Derivative of x^sinx

The derivative of x^sinx is determined through a combination of differentiation rules, particularly using logarithmic differentiation due to its complexity. The derivative is not straightforward due to the power of x being a function of x. Here are the key concepts involved: - Exponential Function: Functions where a constant is raised to a variable power. - Logarithmic Differentiation: A technique used for differentiating functions of the form u^v, where both u and v are functions of x. - Chain Rule: Used for differentiating composite functions.

The derivative of x^sinx can be found by first taking the natural logarithm of both sides and then differentiating: y = x^sinx Take ln of both sides: ln(y) = sinx * ln(x) Differentiate using the product and chain rules: d/dx [ln(y)] = d/dx [sinx * ln(x)] (1/y) * dy/dx = cosx * ln(x) + (sinx/x) Thus, dy/dx = y * [cosx * ln(x) + (sinx/x)] Substitute y = x^sinx back in: dy/dx = x^sinx [cosx * ln(x) + (sinx/x)] This formula is valid for x > 0.

We can derive the derivative of x^sinx using logarithmic differentiation. Here's a step-by-step proof: Using Logarithmic Differentiation 1. Start with y = x^sinx. 2. Take the natural log of both sides: ln(y) = sinx * ln(x). 3. Differentiate both sides with respect to x: d/dx [ln(y)] = d/dx [sinx * ln(x)] 4. Apply the chain rule on the left and product rule on the right: (1/y) * dy/dx = cosx * ln(x) + (sinx/x) 5. Multiply both sides by y to get dy/dx: dy/dx = y * [cosx * ln(x) + (sinx/x)] 6. Substitute y = x^sinx back: dy/dx = x^sinx [cosx * ln(x) + (sinx/x)] This proves the derivative of x^sinx.

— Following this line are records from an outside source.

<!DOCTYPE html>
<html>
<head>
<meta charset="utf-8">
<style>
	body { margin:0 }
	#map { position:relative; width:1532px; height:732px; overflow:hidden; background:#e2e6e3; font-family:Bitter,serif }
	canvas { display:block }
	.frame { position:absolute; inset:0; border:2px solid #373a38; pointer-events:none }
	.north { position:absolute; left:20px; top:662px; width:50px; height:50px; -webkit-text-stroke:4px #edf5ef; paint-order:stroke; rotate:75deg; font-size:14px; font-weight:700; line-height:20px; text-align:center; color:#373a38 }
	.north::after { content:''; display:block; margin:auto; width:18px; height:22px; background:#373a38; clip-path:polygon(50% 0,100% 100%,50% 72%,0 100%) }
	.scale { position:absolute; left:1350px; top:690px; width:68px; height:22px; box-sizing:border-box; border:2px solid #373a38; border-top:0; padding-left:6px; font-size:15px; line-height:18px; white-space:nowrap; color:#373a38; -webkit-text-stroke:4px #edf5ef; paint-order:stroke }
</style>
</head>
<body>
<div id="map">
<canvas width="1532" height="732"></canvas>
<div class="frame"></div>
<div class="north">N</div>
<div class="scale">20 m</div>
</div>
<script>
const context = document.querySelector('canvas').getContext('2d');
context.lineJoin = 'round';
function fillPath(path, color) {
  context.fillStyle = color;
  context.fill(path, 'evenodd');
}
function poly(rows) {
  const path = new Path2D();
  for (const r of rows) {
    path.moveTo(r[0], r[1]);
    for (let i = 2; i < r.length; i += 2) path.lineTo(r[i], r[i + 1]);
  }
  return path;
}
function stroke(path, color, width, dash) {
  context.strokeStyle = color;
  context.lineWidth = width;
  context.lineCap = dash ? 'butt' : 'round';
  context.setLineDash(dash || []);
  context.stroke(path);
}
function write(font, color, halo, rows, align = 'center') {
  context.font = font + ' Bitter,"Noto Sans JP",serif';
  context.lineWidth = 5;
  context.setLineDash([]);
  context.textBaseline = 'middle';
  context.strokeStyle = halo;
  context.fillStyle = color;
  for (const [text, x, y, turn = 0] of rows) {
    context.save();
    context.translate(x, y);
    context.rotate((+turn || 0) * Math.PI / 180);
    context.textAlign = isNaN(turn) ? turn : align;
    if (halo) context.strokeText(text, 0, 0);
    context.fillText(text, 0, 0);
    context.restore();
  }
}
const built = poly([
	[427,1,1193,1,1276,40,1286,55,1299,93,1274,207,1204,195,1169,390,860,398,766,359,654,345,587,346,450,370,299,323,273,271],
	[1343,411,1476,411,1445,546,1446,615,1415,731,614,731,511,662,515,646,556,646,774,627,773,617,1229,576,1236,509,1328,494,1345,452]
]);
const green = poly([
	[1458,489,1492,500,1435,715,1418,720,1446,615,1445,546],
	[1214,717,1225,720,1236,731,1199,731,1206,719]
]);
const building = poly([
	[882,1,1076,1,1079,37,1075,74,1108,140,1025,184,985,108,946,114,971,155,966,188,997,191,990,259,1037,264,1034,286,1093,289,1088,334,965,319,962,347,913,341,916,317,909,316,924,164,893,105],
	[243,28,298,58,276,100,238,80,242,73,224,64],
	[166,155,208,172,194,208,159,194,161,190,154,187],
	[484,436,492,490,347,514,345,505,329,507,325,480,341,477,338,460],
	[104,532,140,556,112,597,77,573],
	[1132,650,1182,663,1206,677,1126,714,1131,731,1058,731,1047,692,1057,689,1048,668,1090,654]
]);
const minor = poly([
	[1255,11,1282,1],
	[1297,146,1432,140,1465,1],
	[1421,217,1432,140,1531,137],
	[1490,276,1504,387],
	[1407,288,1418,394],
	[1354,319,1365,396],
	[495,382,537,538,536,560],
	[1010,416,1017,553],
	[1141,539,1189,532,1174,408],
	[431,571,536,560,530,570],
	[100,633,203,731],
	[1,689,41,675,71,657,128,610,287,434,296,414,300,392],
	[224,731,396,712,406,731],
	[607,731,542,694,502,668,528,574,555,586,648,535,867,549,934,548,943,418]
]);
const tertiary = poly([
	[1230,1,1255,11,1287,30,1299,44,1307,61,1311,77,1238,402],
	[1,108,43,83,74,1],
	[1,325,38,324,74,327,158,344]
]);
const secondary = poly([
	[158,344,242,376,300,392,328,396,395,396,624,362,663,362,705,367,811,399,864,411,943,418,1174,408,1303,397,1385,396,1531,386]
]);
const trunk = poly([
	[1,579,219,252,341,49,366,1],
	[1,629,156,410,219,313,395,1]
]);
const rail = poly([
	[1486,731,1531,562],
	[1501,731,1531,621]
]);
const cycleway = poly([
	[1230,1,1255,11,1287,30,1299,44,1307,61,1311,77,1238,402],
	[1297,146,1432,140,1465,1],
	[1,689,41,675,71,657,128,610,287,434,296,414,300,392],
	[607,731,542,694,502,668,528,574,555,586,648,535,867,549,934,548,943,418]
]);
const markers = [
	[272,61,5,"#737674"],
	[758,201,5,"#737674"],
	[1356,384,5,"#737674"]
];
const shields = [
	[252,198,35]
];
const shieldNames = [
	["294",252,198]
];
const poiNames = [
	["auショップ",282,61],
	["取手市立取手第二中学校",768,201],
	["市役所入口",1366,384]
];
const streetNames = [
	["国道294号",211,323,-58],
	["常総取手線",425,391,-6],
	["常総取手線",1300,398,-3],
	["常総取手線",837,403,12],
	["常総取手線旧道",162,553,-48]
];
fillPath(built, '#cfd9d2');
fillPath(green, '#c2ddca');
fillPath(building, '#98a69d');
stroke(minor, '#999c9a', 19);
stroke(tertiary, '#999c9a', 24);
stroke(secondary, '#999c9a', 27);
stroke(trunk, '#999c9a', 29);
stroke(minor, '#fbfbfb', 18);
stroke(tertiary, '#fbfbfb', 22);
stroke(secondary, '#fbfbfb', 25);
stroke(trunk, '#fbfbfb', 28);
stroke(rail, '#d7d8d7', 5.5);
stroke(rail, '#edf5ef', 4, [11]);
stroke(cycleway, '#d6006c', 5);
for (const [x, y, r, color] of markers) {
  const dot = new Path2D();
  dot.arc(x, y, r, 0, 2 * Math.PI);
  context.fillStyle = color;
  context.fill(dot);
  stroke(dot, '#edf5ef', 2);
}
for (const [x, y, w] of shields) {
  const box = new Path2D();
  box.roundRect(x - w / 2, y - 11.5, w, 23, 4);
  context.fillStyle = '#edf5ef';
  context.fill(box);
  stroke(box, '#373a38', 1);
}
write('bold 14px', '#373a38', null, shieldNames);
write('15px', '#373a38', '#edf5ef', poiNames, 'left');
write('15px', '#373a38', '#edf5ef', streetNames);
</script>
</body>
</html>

Finding higher-order derivatives of x^sinx involves repeated differentiation and can become increasingly complex. Each subsequent derivative requires careful application of the product, chain, and power rules. For the first derivative of a function, we denote it as f′(x), showing how the function changes at a given point. The second derivative, denoted as f′′(x), is derived from the first derivative, indicating the rate of change of the rate of change. Higher-order derivatives like the third, f′′′(x), and beyond continue this pattern and provide deeper insights into the function's behavior.

When x is 1, the derivative simplifies significantly because x^sinx becomes 1^sinx = 1, so the derivative is 0. When sinx is 0 (x = nπ, where n is an integer), the term cosx * ln(x) will determine the derivative's behavior because sinx/x will be zero.

Derivative: Indicates how a function changes as its input changes. Logarithmic Differentiation: A technique for differentiating functions with variable exponents. Chain Rule: A rule for differentiating composite functions. Exponential Function: A function where a constant is raised to a variable power. Product Rule: A rule used to differentiate the product of two functions.